You could schedule a daily email via the scheduled reports function.
Or if you use Outlook you could schedule an email to your servicedesk address every morining and check for a reply - that way you check both incoming and outgoing.
If you have a recent version the simplest way may be to put a count query (against failed send in the message queue) on any administrator's dashboards. It's a very simple query to knock up.
Cheers - A.
If you write a query against system/message recipients and set that to run every 30 mins and pop it on a dashboard, that will give you a real time feed on the message queue. If it gets a bit long, time to take a look.
I have a VBS script that I run as a scheduled job every 30 minutes that checks the outbound queue, and if there's anything in there older that an hour, it tries to restart the outbound email service, and then sends me an email telling me whether the restart was successful or not (and how old the oldest unsent email is).
We had several instances like yours where we didn't realise for over a day, which is when I wrote the script. It seems that if TPServices loses connection to the DB, the outbound email service doesn't always recover as cleanly as other services - restarting the service has fixed this for us on a couple of occasions, so by the time I read the email it's already fixed.
Happy to supply the script if it might be useful for you, but I will have to take out the email addresses & DB names etc first.... It's also written for the XP/Windows2003 Windows Scripting Host, so if your on Win 2008 you may have to adapt it to Windows Power Shell (We;re also still on 7.2.5, but the email queue is much the same still I believe)

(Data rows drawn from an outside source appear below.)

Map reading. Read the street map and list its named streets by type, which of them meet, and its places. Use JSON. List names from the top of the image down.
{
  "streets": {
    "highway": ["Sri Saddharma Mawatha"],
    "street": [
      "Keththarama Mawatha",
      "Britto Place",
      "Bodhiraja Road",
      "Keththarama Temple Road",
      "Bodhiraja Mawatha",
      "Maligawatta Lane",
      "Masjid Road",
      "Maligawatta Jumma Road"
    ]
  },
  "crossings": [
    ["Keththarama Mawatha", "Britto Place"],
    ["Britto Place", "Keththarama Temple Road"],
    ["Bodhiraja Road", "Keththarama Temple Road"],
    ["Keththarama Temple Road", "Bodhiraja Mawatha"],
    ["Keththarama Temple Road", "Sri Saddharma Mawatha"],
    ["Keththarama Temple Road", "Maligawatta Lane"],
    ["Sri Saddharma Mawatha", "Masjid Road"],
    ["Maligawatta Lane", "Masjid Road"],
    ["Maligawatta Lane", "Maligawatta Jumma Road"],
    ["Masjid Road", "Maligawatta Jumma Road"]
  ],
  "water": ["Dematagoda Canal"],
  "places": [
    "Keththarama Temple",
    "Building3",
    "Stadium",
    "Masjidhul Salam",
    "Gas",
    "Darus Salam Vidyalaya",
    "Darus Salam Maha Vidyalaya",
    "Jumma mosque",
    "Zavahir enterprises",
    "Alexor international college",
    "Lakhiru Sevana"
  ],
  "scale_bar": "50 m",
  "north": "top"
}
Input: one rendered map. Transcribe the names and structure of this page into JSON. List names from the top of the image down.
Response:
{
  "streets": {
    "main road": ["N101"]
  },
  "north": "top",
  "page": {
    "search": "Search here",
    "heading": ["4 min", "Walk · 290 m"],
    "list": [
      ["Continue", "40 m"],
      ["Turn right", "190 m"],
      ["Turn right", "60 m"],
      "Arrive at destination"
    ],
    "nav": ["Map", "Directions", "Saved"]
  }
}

I also have scripts to monitor the event logs on our servers, and any time there's an error put in the log, it sends me an email. I see alot of errors from users that have too many characters in the TITLE field on the Web Portal. (really looking forward to 7.4 with longer title fields! - next weekend!)
I know this post is 2 years old, but I recently set the background process and outgoing mail process to restart itself (the actual windows service) after crashing after 5 minutes, up to 2 times per day. We haven't had an issue since. Most of time time the crashing was caused by weird things happening in the console.
it never happened on 7.4 for us either, I only noticed it with 7.5 SP1.
I changed the following settings and haven't had issue since. I purposely left the 3rd+ failure at no action, because if it failed more than 2 times in a day I figure there is another issue besides the console causing the service to freeze.